(Collected data entries)
********
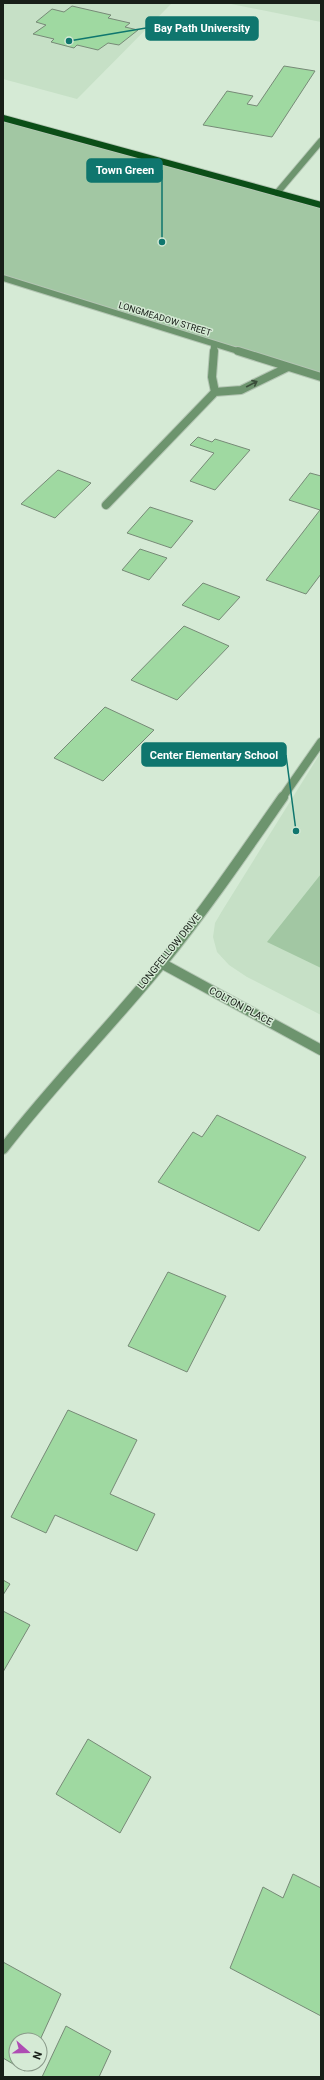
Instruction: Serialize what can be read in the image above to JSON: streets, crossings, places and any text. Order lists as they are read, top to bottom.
{
  "streets": {
    "street": ["LONGMEADOW STREET", "LONGFELLOW DRIVE", "COLTON PLACE"]
  },
  "crossings": [
    ["LONGFELLOW DRIVE", "COLTON PLACE"]
  ],
  "places": ["Bay Path University", "Town Green", "Center Elementary School"],
  "north": "right"
}
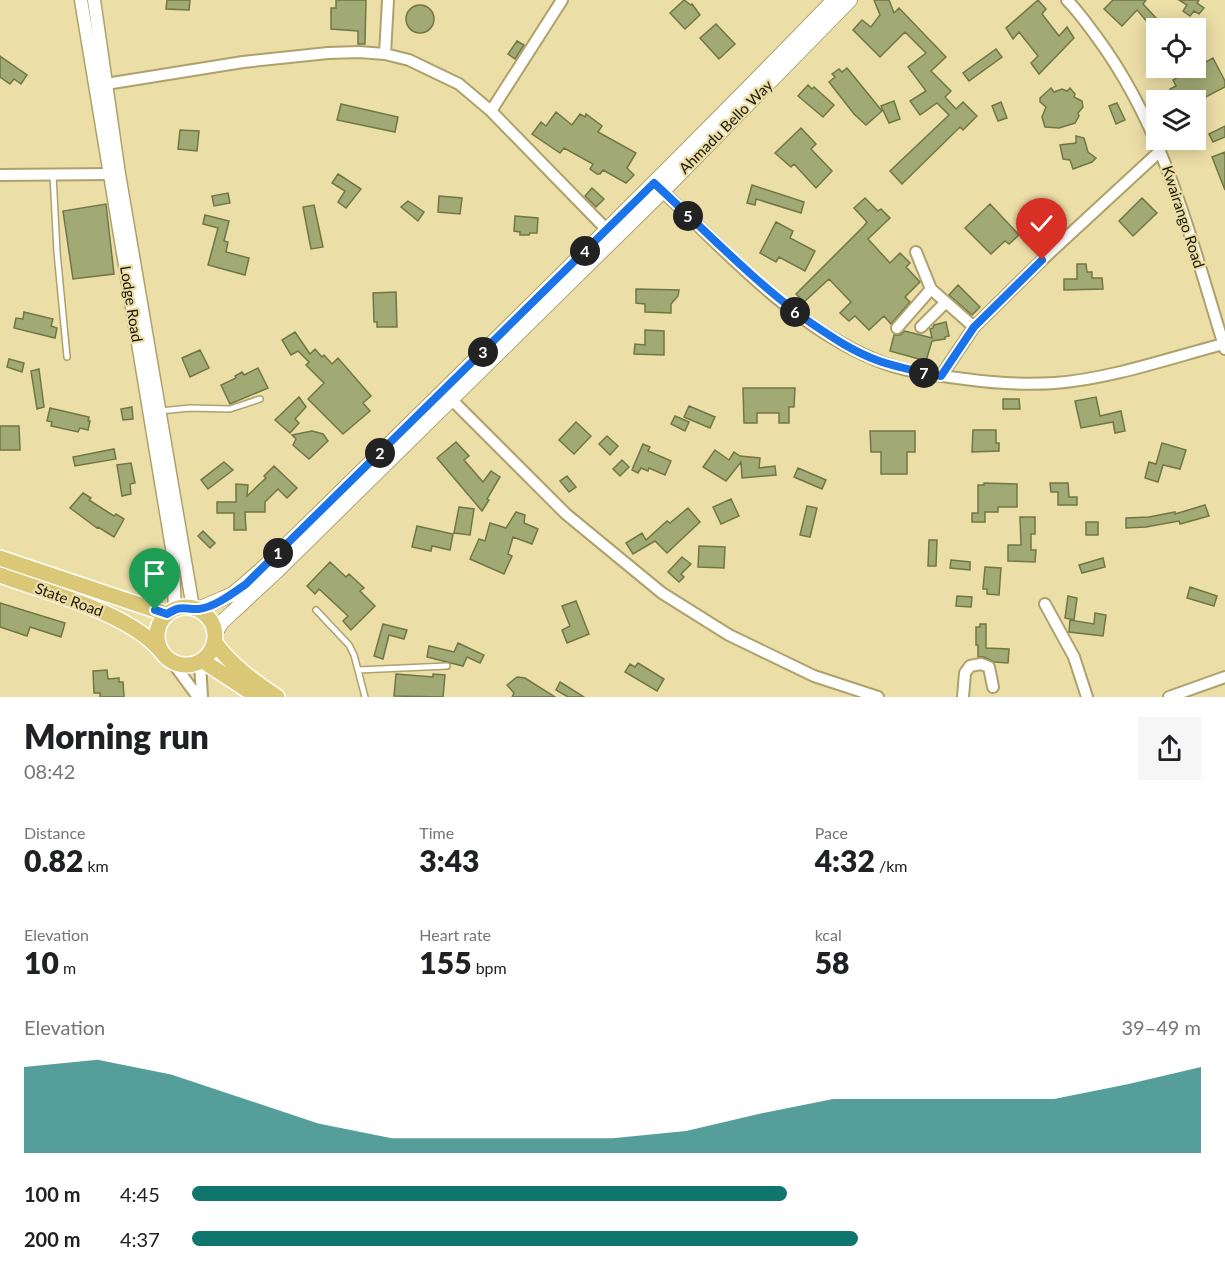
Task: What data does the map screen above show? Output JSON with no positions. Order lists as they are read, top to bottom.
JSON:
********
▶ [REQUIRED WORK]: Once the pictures are set aside, please output all the data word for word.

▶ [SOLUTION TO THIS TASK]:
Instruction: Serialize what can be read in the image above to JSON: streets, crossings, places and any text. Order lists as they are read, top to bottom.
{
  "streets": {
    "street": ["LONGMEADOW STREET", "LONGFELLOW DRIVE", "COLTON PLACE"]
  },
  "crossings": [
    ["LONGFELLOW DRIVE", "COLTON PLACE"]
  ],
  "places": ["Bay Path University", "Town Green", "Center Elementary School"],
  "north": "right"
}
Task: What data does the map screen above show? Output JSON with no positions. Order lists as they are read, top to bottom.
JSON:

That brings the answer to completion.